On Sun, Mar 29, 2009 at 11:34 AM, Peter Jeremy
<peterjer...@optushome.com.au> wrote:
> On 2009-Mar-28 14:53:46 -0700, Ondrej Certik <ond...@certik.cz> wrote:
>>I am trying to figure out the best way to automatically determine the
>>number of processors and used that information to speed up Sage build.
>
> Note that this should be able to be over-ridden by the operator -
> just because a system has (say) 8 cores available doesn't mean that
> the sage build should use them all.

Yes, exactly. I am still thinking of the best way to do that.
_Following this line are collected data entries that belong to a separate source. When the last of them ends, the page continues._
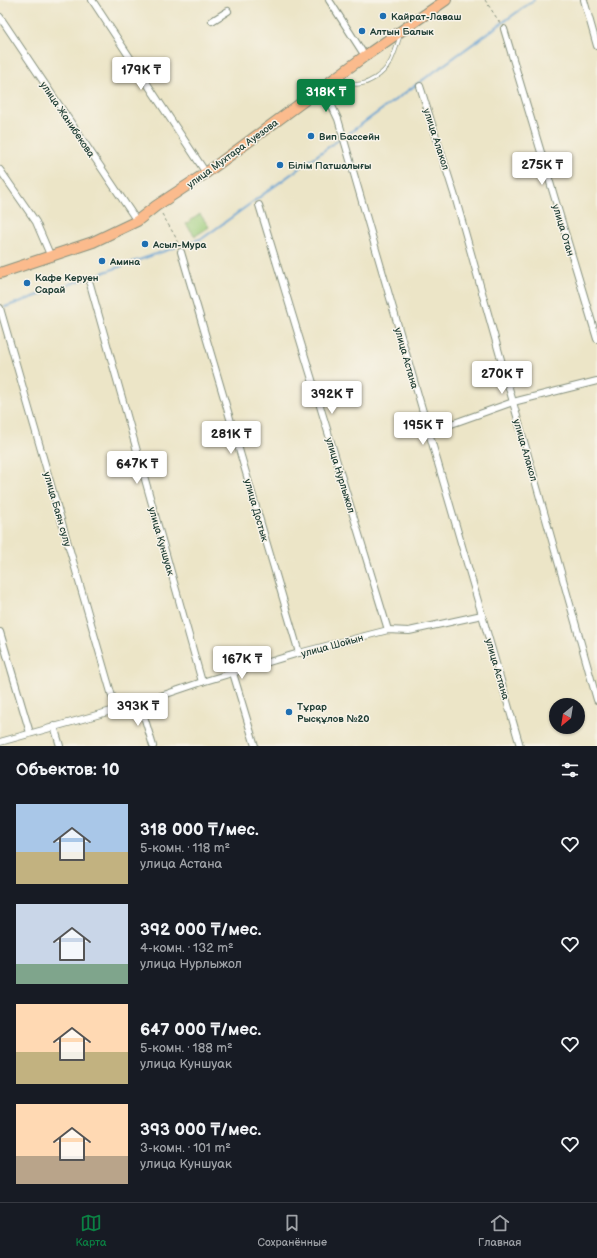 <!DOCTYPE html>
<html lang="ru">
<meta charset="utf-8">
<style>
:root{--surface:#171b24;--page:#20242c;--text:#f1f3f6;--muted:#9ea1a6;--line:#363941;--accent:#0b8043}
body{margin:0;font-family:"Balsamiq Sans",sans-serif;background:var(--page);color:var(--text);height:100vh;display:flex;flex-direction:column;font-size:15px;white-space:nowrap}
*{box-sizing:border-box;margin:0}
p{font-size:13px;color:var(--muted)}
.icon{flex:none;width:22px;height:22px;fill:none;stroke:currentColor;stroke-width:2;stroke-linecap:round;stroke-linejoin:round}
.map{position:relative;height:746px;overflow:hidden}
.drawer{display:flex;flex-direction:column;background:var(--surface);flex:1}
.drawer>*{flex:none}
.needle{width:26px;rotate:210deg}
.tools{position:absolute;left:549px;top:698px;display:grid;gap:8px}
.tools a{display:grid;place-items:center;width:36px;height:36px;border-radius:50%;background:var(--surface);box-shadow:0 1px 3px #0004;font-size:20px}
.price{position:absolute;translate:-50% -34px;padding:0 9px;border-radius:4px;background:#fff;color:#222;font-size:13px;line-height:26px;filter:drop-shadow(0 1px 2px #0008)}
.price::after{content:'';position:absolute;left:50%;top:24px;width:12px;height:9px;margin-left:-6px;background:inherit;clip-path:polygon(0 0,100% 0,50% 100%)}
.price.on{background:var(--accent);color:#fff}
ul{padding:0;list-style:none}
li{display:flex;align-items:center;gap:12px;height:100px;padding:0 16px}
li span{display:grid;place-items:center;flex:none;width:112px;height:80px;border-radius:0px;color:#555}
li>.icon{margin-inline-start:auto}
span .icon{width:48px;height:48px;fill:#fffc;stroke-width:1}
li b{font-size:17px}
h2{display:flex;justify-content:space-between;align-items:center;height:48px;padding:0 16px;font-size:17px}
.tab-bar{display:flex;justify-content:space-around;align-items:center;height:56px;border-top:1px solid var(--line);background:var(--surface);font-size:11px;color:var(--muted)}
.tab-bar a{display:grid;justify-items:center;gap:2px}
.tab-bar .on{color:var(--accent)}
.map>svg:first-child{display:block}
.green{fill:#9dcd7b;stroke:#5e8558}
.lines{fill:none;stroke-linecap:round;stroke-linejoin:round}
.stream{stroke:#609fd2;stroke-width:2}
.service-casing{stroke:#86917e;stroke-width:4.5}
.minor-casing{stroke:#86917e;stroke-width:8}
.primary-casing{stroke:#86917e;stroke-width:12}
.path{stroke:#86917e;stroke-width:1;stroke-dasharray:3 3;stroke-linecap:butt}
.service{stroke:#fff;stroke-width:3}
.minor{stroke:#fff;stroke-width:6}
.primary{stroke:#fbbb8d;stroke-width:10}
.poi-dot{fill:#1f6fb2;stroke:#f7f3e8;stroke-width:1.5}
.labels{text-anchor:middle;stroke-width:3;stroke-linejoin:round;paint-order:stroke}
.poi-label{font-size:10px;font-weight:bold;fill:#1f3d34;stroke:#f7f3e8;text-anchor:start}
.street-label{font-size:10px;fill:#1f3d34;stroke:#f7f3e8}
</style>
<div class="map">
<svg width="597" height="746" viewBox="0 0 597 746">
<rect width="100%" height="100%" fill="#f7f3e8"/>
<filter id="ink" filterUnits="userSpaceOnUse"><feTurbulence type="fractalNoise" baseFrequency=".025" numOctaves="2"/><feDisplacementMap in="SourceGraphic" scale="8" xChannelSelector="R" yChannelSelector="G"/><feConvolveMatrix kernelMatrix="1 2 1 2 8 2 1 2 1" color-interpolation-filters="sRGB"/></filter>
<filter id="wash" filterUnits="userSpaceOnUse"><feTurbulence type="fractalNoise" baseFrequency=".012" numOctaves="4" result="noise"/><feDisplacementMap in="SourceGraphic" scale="16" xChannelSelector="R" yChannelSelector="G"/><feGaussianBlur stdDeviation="0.9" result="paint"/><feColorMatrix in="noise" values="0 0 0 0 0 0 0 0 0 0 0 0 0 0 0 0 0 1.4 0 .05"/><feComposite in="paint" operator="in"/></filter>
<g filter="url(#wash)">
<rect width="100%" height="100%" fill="#ece5c7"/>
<!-- green -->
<polygon class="green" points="200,214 209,227 195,236 186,224"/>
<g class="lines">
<!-- stream -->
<g class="stream">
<polyline points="345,136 534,0"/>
<polyline points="182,245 203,238 341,138"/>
<polyline points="5,307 176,247"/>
</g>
</g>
</g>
<g filter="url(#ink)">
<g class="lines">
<defs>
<path id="service" d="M340 78C344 80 350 83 354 84 363 85 368 82 375 78 392 67 394 54 400 36"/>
<g id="minor">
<polyline points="92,0 206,173"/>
<polyline points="329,0 365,56"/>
<polyline points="584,0 597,46"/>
<polyline points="0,17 137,221"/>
<polyline points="212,21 228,11"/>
<polyline points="504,29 597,339"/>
<polyline points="420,86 456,200 597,700"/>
<polyline points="323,87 338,119 520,746"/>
<polyline points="0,170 36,222 51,257"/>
<polyline points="259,205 388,630"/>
<polyline points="181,252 299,653"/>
<polyline points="90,284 202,682"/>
<polyline points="0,308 116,710"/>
<polyline points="429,432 513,402 597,381"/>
<polyline points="0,632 30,733"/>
<polyline points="233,673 255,746"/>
<polyline points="140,703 153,746"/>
<polyline points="54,726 60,746"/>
<polyline points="0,742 140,703 202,682 299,653 388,630 409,631 482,615"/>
</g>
<polyline id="primary" points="0,273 93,242 137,221 156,206 206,173 365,56 446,0"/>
</defs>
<!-- service casing -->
<use href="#service" class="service-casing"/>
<!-- minor casing -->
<use href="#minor" class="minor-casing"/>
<!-- primary casing -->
<use href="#primary" class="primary-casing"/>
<!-- path -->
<g class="path">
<polyline points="485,0 500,23"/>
<polyline points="162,214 175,236 179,246"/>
</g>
<!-- service -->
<use href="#service" class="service"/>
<!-- minor -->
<use href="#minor" class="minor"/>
<!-- primary -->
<use href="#primary" class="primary"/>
</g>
</g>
<!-- markers -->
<g class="poi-dot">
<circle cx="383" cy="16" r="4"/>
<circle cx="362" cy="31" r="4"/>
<circle cx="311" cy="136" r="4"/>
<circle cx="280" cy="165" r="4"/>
<circle cx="145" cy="244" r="4"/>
<circle cx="102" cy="261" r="4"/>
<circle cx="27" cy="283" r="4"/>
<circle cx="289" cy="712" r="4"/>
</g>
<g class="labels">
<!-- poi labels -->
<g class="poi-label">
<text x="391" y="20">Кайрат-Лаваш</text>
<text x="370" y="35">Алтын Балык</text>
<text x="319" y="140">Вип Бассейн</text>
<text x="288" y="169">Білім Патшалығы</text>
<text x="153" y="248">Асыл-Мура</text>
<text x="110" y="265">Амина</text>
<text x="35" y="281">Кафе Керуен<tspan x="35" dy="12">Сарай</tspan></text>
<text x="297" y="710">Тұрар<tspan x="297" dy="12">Рысқұлов №20</tspan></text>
</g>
<!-- street labels -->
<g class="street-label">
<text transform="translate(68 119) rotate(56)" y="4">улица Жанибекова</text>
<text transform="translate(437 139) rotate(72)" y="4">улица Алакол</text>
<text transform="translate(232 153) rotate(-36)" y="4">улица Мухтара Ауезова</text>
<text transform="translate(564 230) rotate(73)" y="4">улица Отан</text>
<text transform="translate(407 358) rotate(74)" y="4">улица Астана</text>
<text transform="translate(526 450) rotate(74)" y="4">улица Алакол</text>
<text transform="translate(341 475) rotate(73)" y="4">улица Нурлыжол</text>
<text transform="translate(58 509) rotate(74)" y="4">улица Баян сулу</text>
<text transform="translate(257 510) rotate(74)" y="4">улица Достык</text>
<text transform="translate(162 541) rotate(74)" y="4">улица Куншуак</text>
<text transform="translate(332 645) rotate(-15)" y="4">улица Шойын</text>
<text transform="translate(498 669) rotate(74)" y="4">улица Астана</text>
</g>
</g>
</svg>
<div class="tools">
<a><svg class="needle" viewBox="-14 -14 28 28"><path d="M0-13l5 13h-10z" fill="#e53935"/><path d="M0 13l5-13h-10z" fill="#9ea1a6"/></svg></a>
</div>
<b class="price" style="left:141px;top:91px">179K ₸</b>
<b class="price on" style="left:326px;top:113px">318K ₸</b>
<b class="price" style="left:542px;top:186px">275K ₸</b>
<b class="price" style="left:502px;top:395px">270K ₸</b>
<b class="price" style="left:332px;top:415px">392K ₸</b>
<b class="price" style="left:423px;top:446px">195K ₸</b>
<b class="price" style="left:231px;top:455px">281K ₸</b>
<b class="price" style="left:137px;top:485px">647K ₸</b>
<b class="price" style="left:242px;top:680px">167K ₸</b>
<b class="price" style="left:138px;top:727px">393K ₸</b>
</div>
<section class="drawer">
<h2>Объектов: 10<svg class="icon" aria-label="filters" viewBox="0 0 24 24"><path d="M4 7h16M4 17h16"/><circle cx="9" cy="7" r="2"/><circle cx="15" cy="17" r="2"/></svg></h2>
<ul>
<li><span style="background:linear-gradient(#a9c7e8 60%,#c2b280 0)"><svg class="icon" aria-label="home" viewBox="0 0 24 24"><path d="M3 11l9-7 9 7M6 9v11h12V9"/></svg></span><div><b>318 000 ₸/мес.</b><p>5-комн. · 118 m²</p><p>улица Астана</p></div><svg class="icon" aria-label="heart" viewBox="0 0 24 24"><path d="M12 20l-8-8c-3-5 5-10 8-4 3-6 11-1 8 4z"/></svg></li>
<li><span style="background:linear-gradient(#c9d6e8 75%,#7fa58c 0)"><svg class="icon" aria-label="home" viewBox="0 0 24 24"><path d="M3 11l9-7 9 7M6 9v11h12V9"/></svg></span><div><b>392 000 ₸/мес.</b><p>4-комн. · 132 m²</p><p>улица Нурлыжол</p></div><svg class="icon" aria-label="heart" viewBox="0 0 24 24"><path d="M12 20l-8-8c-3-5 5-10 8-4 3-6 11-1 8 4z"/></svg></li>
<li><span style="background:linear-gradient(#ffd9b3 60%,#c2b280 0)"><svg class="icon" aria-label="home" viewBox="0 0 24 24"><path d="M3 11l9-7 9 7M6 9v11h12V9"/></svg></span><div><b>647 000 ₸/мес.</b><p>5-комн. · 188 m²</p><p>улица Куншуак</p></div><svg class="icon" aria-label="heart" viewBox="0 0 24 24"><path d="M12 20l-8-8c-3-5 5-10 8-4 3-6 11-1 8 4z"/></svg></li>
<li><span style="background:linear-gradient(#ffd9b3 65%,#b9a48a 0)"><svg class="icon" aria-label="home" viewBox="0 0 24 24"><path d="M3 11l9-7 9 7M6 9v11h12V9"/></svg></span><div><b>393 000 ₸/мес.</b><p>3-комн. · 101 m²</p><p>улица Куншуак</p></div><svg class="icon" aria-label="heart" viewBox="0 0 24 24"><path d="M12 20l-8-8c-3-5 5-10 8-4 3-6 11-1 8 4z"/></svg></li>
</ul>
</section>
<nav class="tab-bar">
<a class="on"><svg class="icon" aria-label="map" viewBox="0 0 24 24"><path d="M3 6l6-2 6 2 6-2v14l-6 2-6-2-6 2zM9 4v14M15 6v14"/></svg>Карта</a>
<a><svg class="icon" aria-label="saved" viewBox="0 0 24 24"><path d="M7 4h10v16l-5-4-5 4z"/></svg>Сохранённые</a>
<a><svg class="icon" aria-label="home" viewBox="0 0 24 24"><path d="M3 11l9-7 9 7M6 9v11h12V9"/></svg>Главная</a>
</nav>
I think
the default should be to just use one processor, but it should be easy
to tell it to use all processors, or just certain amount of them.
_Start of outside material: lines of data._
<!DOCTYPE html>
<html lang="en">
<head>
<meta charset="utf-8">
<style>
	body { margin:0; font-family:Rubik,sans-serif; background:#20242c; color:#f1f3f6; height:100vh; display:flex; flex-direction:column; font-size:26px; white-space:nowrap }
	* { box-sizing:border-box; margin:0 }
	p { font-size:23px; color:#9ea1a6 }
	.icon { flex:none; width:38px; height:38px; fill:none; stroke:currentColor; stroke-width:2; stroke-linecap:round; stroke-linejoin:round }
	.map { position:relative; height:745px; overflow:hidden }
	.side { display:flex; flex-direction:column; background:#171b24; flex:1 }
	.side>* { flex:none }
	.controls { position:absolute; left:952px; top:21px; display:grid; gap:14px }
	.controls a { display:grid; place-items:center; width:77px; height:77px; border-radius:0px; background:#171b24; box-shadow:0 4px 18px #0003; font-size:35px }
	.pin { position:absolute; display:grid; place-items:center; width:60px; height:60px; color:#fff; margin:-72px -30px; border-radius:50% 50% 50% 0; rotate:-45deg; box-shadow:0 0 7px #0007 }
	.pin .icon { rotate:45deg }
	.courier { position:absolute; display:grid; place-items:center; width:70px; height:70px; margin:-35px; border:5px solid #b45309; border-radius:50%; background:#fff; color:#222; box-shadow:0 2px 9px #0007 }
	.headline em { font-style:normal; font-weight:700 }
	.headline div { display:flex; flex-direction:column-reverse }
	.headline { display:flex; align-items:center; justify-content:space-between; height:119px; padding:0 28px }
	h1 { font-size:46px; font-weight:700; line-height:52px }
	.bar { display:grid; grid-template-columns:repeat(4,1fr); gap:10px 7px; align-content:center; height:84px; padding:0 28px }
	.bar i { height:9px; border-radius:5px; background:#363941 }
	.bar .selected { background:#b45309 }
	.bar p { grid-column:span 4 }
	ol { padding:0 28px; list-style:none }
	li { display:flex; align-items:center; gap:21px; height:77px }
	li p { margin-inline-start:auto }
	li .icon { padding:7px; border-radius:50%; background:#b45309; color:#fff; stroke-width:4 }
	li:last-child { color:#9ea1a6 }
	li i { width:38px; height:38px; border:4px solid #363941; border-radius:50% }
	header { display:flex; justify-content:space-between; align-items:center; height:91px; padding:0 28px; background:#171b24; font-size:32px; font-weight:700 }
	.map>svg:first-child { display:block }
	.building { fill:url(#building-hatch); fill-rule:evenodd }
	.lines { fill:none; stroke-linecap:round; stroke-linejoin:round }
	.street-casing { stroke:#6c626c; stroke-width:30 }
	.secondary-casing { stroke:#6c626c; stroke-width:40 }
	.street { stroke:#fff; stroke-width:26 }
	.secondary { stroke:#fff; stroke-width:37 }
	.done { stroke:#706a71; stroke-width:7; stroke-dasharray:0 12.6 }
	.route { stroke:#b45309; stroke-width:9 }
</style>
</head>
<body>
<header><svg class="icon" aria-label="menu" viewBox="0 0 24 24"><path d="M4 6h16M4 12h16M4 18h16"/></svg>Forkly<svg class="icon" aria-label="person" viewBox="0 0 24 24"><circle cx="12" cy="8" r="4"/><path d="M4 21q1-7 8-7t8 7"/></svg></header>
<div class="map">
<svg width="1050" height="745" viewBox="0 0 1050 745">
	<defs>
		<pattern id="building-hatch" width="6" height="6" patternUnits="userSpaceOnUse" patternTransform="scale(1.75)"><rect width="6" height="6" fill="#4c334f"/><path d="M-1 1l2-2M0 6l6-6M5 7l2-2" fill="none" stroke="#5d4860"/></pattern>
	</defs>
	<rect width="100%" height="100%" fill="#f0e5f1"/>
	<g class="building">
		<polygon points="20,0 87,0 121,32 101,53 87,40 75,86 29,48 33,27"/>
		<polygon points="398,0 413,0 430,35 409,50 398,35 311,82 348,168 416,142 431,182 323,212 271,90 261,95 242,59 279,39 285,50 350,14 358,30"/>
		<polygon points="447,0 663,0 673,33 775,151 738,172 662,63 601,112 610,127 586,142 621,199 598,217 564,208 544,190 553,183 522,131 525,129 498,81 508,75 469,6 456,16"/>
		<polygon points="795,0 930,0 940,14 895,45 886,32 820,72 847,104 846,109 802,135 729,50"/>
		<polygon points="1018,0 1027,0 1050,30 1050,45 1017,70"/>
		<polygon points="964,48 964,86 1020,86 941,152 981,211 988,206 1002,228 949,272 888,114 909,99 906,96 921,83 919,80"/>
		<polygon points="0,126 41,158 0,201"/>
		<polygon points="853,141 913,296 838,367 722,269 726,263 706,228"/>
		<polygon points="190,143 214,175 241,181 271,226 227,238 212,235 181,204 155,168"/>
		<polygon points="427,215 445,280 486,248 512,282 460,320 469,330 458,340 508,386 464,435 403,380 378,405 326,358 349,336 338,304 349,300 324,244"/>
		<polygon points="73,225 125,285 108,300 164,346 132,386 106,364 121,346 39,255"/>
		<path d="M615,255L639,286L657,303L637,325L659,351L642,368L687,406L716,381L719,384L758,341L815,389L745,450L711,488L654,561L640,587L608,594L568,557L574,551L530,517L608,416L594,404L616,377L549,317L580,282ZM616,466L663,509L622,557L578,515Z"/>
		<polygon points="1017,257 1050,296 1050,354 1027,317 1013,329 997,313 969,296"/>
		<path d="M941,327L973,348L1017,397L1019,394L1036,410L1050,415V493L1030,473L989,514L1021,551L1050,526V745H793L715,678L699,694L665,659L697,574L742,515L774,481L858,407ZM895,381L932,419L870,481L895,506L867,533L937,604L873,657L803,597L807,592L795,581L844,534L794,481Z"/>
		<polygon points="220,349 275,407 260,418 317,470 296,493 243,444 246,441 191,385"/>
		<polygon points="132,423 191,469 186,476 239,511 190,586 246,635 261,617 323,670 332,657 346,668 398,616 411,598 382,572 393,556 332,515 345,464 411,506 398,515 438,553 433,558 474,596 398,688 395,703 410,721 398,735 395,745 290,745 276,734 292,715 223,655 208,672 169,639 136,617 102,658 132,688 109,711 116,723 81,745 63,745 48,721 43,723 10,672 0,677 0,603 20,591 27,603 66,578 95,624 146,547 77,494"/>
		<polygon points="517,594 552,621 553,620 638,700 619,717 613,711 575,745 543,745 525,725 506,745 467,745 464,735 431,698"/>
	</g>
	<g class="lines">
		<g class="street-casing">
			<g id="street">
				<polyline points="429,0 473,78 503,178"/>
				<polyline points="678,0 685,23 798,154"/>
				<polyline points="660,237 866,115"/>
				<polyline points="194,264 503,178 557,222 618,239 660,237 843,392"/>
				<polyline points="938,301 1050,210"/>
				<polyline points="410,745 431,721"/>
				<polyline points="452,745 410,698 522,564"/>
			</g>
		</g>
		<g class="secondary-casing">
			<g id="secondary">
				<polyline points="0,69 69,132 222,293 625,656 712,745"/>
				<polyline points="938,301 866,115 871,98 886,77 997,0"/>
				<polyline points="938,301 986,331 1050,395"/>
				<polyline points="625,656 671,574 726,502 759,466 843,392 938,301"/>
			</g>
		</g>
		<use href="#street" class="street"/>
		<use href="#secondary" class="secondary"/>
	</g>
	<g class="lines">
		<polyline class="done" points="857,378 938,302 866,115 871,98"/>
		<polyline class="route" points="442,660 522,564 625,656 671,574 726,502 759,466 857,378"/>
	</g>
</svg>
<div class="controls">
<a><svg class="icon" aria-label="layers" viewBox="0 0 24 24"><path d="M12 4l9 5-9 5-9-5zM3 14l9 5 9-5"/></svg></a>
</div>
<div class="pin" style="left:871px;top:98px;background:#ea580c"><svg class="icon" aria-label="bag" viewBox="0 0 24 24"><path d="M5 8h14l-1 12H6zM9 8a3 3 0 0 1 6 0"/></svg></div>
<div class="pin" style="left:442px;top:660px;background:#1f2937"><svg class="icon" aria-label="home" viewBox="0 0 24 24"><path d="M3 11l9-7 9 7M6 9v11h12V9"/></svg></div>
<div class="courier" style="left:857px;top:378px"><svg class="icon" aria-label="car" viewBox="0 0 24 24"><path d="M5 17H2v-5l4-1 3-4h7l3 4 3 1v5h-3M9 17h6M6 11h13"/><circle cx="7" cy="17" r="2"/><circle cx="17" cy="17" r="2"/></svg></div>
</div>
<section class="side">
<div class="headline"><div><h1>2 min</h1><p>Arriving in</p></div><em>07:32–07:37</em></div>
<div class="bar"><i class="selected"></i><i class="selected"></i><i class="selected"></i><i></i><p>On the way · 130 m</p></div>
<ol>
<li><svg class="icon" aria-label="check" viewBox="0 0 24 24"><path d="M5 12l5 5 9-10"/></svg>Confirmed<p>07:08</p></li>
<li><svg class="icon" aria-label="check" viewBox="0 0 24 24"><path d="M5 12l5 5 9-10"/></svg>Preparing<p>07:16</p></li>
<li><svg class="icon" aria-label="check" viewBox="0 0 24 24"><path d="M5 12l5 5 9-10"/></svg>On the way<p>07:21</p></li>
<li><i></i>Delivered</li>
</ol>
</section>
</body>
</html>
I think I will just add more targets to the makefile in the top
directory, e.g. something like

make   # use 1 processor
make parallel # use all processors
JOBS=3 make  # use 3 processors



>
>>If Python is not available, then I can use this simple C program:
>>
>>http://github.com/certik/sysconf/blob/master/ncpus.c
>>
>>but I suspect this will not work on Mac or Windows.
>
> sysconf() is part of POSIX so it should work in any POSIX environment.
> Microsoft made a big claim about Windows being POSIX compliant so it
> should work there - but may need to link against special libraries.
> It should work on OS-X (though I can't test it).
>
>>2) try: cat /proc/cpuinfo | grep processor | wc -l
>
> That is far less portable than sysconf() because it _only_ works
> on Linux, whereas sysconf() should work on nearly all Unix systems
> (and some others).

Yes, indeed, I found out that sysconf() does work on Mac. So that's awesome.